* WHAT IS EXPECTED
Print the entire listing below word for word, excluding its pictures.

* INFORMATION SHOWN

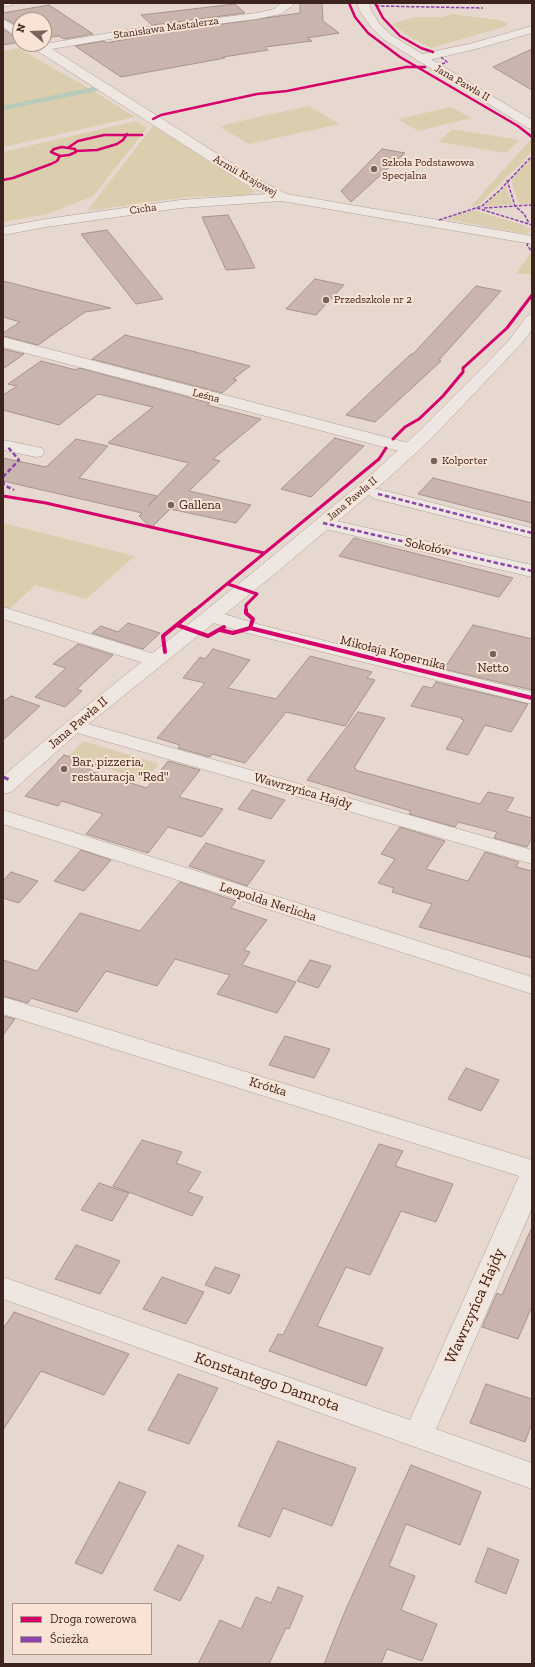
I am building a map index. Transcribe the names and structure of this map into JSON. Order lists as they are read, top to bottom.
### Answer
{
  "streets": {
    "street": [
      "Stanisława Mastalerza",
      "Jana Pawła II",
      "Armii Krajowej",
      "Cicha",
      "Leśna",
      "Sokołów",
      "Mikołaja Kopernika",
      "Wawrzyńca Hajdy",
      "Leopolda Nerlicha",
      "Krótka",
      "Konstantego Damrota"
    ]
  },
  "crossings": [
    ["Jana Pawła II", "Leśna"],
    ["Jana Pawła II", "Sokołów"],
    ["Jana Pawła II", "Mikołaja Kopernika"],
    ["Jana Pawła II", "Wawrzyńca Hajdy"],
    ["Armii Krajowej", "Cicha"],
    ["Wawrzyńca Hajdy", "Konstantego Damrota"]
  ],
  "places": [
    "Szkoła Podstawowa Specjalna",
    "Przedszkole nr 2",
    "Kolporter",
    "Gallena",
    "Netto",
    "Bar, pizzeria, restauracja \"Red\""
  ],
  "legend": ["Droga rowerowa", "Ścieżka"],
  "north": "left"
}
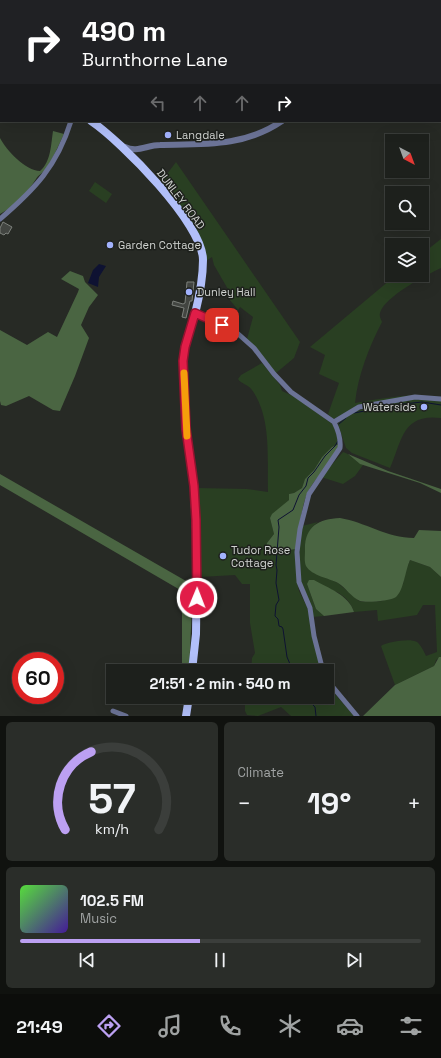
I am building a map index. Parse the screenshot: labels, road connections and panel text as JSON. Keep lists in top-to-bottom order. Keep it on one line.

* OUTPUT FOR THIS TASK
I am building a map index. Transcribe the names and structure of this map into JSON. Order lists as they are read, top to bottom.
### Answer
{
  "streets": {
    "street": [
      "Stanisława Mastalerza",
      "Jana Pawła II",
      "Armii Krajowej",
      "Cicha",
      "Leśna",
      "Sokołów",
      "Mikołaja Kopernika",
      "Wawrzyńca Hajdy",
      "Leopolda Nerlicha",
      "Krótka",
      "Konstantego Damrota"
    ]
  },
  "crossings": [
    ["Jana Pawła II", "Leśna"],
    ["Jana Pawła II", "Sokołów"],
    ["Jana Pawła II", "Mikołaja Kopernika"],
    ["Jana Pawła II", "Wawrzyńca Hajdy"],
    ["Armii Krajowej", "Cicha"],
    ["Wawrzyńca Hajdy", "Konstantego Damrota"]
  ],
  "places": [
    "Szkoła Podstawowa Specjalna",
    "Przedszkole nr 2",
    "Kolporter",
    "Gallena",
    "Netto",
    "Bar, pizzeria, restauracja \"Red\""
  ],
  "legend": ["Droga rowerowa", "Ścieżka"],
  "north": "left"
}
I am building a map index. Parse the screenshot: labels, road connections and panel text as JSON. Keep lists in top-to-bottom order. Keep it on one line.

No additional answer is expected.